## Stored data
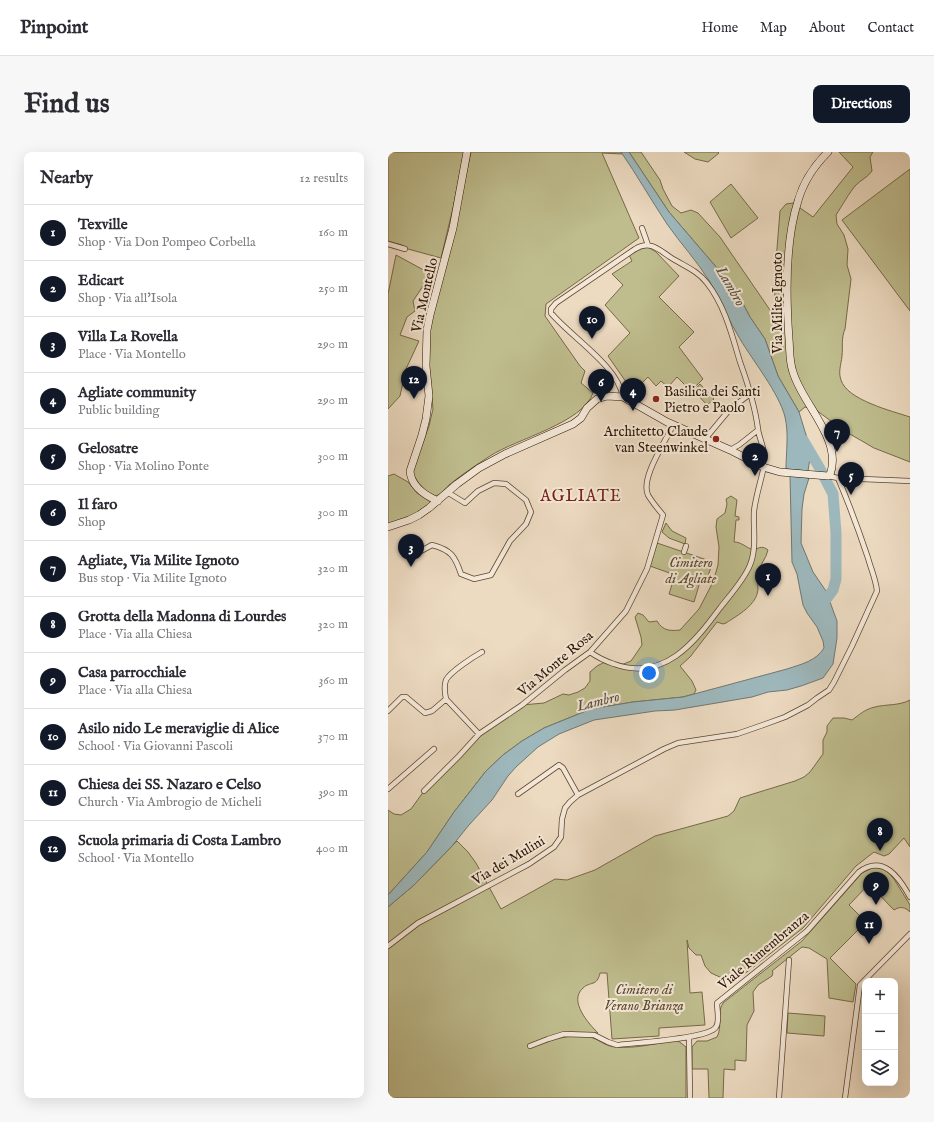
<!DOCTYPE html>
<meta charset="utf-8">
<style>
:root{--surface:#fff;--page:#f7f7f7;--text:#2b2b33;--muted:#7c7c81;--line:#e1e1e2;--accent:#111827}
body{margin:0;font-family:"IM FELL English",serif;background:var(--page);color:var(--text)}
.controls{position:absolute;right:12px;bottom:12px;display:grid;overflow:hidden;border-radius:8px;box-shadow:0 4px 16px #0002}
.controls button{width:36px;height:36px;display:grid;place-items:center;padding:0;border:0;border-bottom:1px solid var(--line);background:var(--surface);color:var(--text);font:20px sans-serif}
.you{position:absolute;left:261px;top:521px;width:14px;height:14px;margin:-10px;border:3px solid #fff;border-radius:50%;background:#1a73e8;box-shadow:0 0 0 6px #1a73e833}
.badge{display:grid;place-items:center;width:26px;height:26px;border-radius:50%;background:var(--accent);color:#fff;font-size:13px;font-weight:700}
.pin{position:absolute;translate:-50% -33px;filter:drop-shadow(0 1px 2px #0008)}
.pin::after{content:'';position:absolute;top:21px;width:14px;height:12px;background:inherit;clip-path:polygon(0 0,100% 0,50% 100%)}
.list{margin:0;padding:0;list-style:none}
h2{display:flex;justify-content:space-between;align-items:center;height:52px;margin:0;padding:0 16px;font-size:17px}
h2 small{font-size:13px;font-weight:400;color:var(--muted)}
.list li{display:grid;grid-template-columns:26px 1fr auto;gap:12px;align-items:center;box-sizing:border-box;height:56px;padding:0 16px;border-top:1px solid var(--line)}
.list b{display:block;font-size:15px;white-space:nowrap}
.list p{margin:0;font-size:13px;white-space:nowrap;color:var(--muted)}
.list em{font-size:13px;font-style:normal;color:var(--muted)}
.icon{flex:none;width:22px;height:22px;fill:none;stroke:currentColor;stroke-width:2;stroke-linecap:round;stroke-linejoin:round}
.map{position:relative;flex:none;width:522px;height:946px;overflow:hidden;border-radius:8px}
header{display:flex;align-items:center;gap:24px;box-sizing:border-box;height:56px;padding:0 20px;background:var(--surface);border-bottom:1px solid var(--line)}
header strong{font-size:19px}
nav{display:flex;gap:22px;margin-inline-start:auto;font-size:14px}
.intro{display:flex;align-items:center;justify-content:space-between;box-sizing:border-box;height:96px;padding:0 24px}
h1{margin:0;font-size:28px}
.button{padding:10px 18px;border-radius:8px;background:var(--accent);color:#fff;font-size:14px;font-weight:700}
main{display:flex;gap:24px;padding:0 24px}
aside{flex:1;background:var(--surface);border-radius:8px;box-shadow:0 4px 16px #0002}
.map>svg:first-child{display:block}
.green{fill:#bfbd8e;stroke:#766947}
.water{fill:#9db8bd;stroke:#717771}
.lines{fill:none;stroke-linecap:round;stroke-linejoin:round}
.river{stroke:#9db8bd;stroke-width:11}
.street-casing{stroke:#5e4630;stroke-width:6}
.secondary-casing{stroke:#2e1500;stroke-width:8}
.street{stroke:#f3e7d7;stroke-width:4.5}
.secondary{stroke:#f3e7d7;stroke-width:7}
.poi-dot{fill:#8f2418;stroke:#f3e7d7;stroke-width:1.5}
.labels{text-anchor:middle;stroke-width:4;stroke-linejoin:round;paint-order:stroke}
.street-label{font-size:14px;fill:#2e1500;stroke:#f3e7d7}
.poi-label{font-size:14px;fill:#2e1500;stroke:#f3e7d7;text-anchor:start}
.park-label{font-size:14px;font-style:italic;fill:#5a472b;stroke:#f3e7d7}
.water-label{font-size:15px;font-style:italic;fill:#554e42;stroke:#f3e7d7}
.quarter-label{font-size:16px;letter-spacing:1px;fill:#7a1f14;stroke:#f3e7d7}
</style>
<header>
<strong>Pinpoint</strong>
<nav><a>Home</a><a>Map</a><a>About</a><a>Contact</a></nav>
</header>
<div class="intro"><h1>Find us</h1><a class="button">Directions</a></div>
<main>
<aside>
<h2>Nearby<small>12 results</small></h2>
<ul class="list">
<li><span class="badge">1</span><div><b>Texville</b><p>Shop · Via Don Pompeo Corbella</p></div><em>160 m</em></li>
<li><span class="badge">2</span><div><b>Edicart</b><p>Shop · Via all'Isola</p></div><em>250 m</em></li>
<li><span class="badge">3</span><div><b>Villa La Rovella</b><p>Place · Via Montello</p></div><em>290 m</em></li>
<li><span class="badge">4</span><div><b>Agliate community</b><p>Public building</p></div><em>290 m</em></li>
<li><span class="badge">5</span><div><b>Gelosatre</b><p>Shop · Via Molino Ponte</p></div><em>300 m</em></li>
<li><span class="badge">6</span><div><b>Il faro</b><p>Shop</p></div><em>300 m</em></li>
<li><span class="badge">7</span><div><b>Agliate, Via Milite Ignoto</b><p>Bus stop · Via Milite Ignoto</p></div><em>320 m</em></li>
<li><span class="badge">8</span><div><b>Grotta della Madonna di Lourdes</b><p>Place · Via alla Chiesa</p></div><em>320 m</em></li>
<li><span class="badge">9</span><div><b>Casa parrocchiale</b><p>Place · Via alla Chiesa</p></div><em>360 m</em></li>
<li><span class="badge">10</span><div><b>Asilo nido Le meraviglie di Alice</b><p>School · Via Giovanni Pascoli</p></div><em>370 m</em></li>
<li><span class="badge">11</span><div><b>Chiesa dei SS. Nazaro e Celso</b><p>Church · Via Ambrogio de Micheli</p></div><em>390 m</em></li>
<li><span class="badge">12</span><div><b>Scuola primaria di Costa Lambro</b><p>School · Via Montello</p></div><em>400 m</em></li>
</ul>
</aside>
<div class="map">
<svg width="522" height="946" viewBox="0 0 522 946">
<rect width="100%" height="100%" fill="#ecdac1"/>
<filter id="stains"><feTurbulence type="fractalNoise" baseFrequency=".005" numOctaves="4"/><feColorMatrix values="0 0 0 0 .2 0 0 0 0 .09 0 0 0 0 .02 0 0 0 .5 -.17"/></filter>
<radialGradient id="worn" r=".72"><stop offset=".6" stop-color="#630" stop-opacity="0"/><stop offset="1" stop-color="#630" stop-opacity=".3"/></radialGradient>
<path class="green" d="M0 0H76L65 56 53 106 20 97 14 93 0 89Z
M83 0H233L234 2 214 1 251 86 158 152 157 164 192 214 197 219 193 231 205 241C195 271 128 287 102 304 88 313 75 322 62 332 57 336 54 342 48 344 37 341 29 330 24 320L41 274 45 257 40 206V184L66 79Z
M241 0H253L272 28 275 37 284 54 293 61 303 58 310 61 332 85 382 158 388 156 386 134 392 59 398 52 405 51 425 65 465 15 451 0H485L482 5 484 19C480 25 473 28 468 33 461 41 454 54 448 63L449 72 456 83 460 97 459 113 463 127 457 177C453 186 455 195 454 204 453 213 450 220 453 228 459 248 504 259 522 265V310L486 296 455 278 428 258 417 255 411 260 390 224 377 187 362 165 351 144 335 123 281 60Z
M296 0H330L331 1 320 10 307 7Z
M522 17V159L454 68Z
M343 32 370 66 343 86 322 50Z
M260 95 268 100 291 124 271 145 306 180 291 195 315 227 303 239 289 225 280 235 273 229 268 234 260 225 245 240 220 204 242 181 217 153 235 133 224 122 244 109 241 103 255 96Z
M8 103 43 122 25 149 27 159 19 165 12 183 31 189 18 217 12 244 0 257V142Z
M312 232 326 247 319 253 306 239Z
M6 322 20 330 29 341 44 351 27 362 0 372V324Z
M343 344 349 348 347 364 351 365V368H348L346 390C354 390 358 396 366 398 372 395 375 394 380 398 378 407 372 413 369 421 368 427 370 431 370 437 369 453 350 463 338 471L335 472 329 470 302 505 292 514 304 529 308 538 306 542 295 545 245 550 203 557 156 576 134 589 115 603 98 619 66 660 39 700 0 743V658L6 662 13 663 23 657 36 639 91 582 134 553 156 551 175 542 181 543 190 540 197 536 202 529V520L209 514 219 509 233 513 243 509 254 493 253 485 247 465 250 461 255 463 261 470 269 469C275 479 282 479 292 478L311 457 325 430 330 413 331 395 328 375 329 367 337 361 339 352 338 347Z
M278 371 284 379 298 386 297 392 281 386 274 380Z
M269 391 325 410 317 432 312 430 306 450 281 442 287 423 262 414Z
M522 548V695L516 686 501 702 496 704 486 700 468 714 415 776 355 823 350 826 343 827 334 826 323 821 317 814 313 803H308L301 796 299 788 302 841 314 840 317 873 271 876V884L224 887 219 821H212C209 835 202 829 195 836 180 849 201 872 210 881 189 880 170 880 150 889L151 893C167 887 188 880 205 886 213 889 219 895 228 895 248 897 269 891 289 888L298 895V946H0V755L26 733 69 689 80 700 88 711 113 757 167 727 179 728 207 718 267 684 340 664 346 659 352 646 407 629 416 625 422 620 435 602V588L439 580V574L445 566H456L464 568C471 563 477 557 487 555 498 552 511 554 522 548Z
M486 715 495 717 501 721 506 727 522 753V760C517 755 512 754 506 758L481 732 461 753 478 770 442 806 468 832 465 850 441 846 439 807 421 796 414 795 384 819 385 820 384 824 370 833 365 840 366 859 359 873 358 909 347 908V918L336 917 335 946H321L320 917H304V895L309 889H319L329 885C335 874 328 862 335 851L414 789 474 721Z
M400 861 437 864 436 884 399 881Z"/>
<path class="water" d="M233 0H241L281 60 335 123 351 144 362 165 377 187 390 224 411 260 423 299 420 319 398 317C398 300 401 282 397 265 391 241 365 209 352 187 341 169 333 149 322 130 309 109 293 92 279 72 263 48 249 23 233 0Z
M402 324 421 326 416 342 414 357 413 391 425 420 438 439 449 469V486L445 512 435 526 413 534 399 538 380 540 364 545 287 558 267 559 206 568 171 582 150 595 128 615 120 624 104 648 81 673 64 694 26 733 0 755V743L39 700 66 660 98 619 115 603 134 589 156 576 203 557 245 550 295 545 399 517C414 512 428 509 436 496L435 489 429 475 419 461 415 453 409 422 404 410Z"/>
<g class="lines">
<path class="river" d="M415 288 431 315 445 342 448 381V427L445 438 433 454"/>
<g class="street-casing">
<path id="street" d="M254 76 260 93
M0 92 17 97
M235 245C230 214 183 185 163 161V157L168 151 247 97C262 88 270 97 282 105 296 114 309 118 319 131 337 154 344 183 352 210 360 232 367 254 370 277 371 286 376 294 376 304
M317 287 342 257 362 242
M342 298 351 293 370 278
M440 324 450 326 522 329
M31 400 44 393C63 398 67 404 73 422L86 427 103 423 122 389 138 372 143 360 138 348 118 332 106 331 90 339 77 351 59 340
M296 400 298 394
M202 500C209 505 217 509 226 512 276 530 306 491 332 456 342 443 356 428 362 413 369 396 365 376 366 359 368 343 373 329 376 314
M0 559 14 545H18L37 561 44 559 58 547
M91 582 58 547C57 542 56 533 58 528 62 520 85 505 94 500
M0 637 46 597
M36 639 71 604 91 582 134 553 177 518 202 500 224 475 238 459 259 417 275 363C270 357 264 350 260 343 252 326 278 289 285 273
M130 642 171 613 175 616 190 643
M0 794 30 771 141 712 166 695 173 685 174 667 177 656 182 650 190 643 276 597 290 591 349 582 375 573 397 565 420 553 429 546 441 538 446 530 464 494 489 439C488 428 483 417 480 406 471 379 461 352 450 326
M301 885 302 946
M142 894 160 887 176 882 206 883 220 890 229 893C245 891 321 887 328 875 332 869 329 858 329 851L419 779 471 720C495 702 511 725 522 745
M391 946 401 808
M457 946 472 833 522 782"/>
</g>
<g class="secondary-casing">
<path id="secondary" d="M50 349C36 343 23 334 22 319L34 283 38 267 41 244 38 214 39 178 42 163 65 76 79 0
M0 375 21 368 31 363 41 356 69 332 91 316 117 302 185 272 193 266 199 256 209 247 219 244 235 245 279 270 342 298 375 315 392 320 440 324 442 323C455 287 414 252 405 220 401 209 402 198 401 187 398 145 397 89 410 49 415 31 427 13 440 0"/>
</g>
<use href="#street" class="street"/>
<use href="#secondary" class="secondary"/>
</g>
<g class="poi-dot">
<circle cx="268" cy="247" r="4"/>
<circle cx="328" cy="287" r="4"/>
</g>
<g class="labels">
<g class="street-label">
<text transform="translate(36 143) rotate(-77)" y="5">Via Montello</text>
<text transform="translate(389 151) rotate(-90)" y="5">Via Milite Ignoto</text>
<text transform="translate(167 511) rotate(-40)" y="5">Via Monte Rosa</text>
<text transform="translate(120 708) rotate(-31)" y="5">Via dei Mulini</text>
<text transform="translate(375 798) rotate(-40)" y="5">Viale Rimembranza</text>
</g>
<g class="poi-label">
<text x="276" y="244">Basilica dei Santi<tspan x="276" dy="16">Pietro e Paolo</tspan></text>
<text x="320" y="284" text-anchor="end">Architetto Claude<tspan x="320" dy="16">van Steenwinkel</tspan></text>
</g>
<g class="park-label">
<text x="303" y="415">Cimitero<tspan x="303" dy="16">di Agliate</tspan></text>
<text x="256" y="842">Cimitero di<tspan x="256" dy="16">Verano Brianza</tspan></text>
</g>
<g class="water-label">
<text transform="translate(343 134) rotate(60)" y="5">Lambro</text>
<text transform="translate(210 549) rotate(-14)" y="5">Lambro</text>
</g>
<g class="quarter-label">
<text x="193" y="349">AGLIATE</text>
</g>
</g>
<rect width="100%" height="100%" filter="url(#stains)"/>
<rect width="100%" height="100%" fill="url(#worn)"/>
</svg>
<div class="controls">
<button>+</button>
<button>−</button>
<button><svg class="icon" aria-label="layers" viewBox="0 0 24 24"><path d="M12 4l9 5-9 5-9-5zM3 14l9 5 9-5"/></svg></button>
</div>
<div class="you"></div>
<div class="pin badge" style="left:380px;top:444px">1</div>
<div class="pin badge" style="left:367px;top:324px">2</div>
<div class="pin badge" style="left:23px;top:415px">3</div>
<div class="pin badge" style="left:245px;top:259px">4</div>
<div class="pin badge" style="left:463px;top:343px">5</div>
<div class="pin badge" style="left:213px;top:250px">6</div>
<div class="pin badge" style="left:449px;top:300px">7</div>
<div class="pin badge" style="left:492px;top:699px">8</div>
<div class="pin badge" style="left:488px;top:753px">9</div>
<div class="pin badge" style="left:204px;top:187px">10</div>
<div class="pin badge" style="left:481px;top:792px">11</div>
<div class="pin badge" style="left:26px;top:247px">12</div>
</div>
</main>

## Instructions for the task
The expected answer is a copy of each line in the records that holds the word "worn".

## Response
<radialGradient id="worn" r=".72"><stop offset=".6" stop-color="#630" stop-opacity="0"/><stop offset="1" stop-color="#630" stop-opacity=".3"/></radialGradient>
<rect width="100%" height="100%" fill="url(#worn)"/>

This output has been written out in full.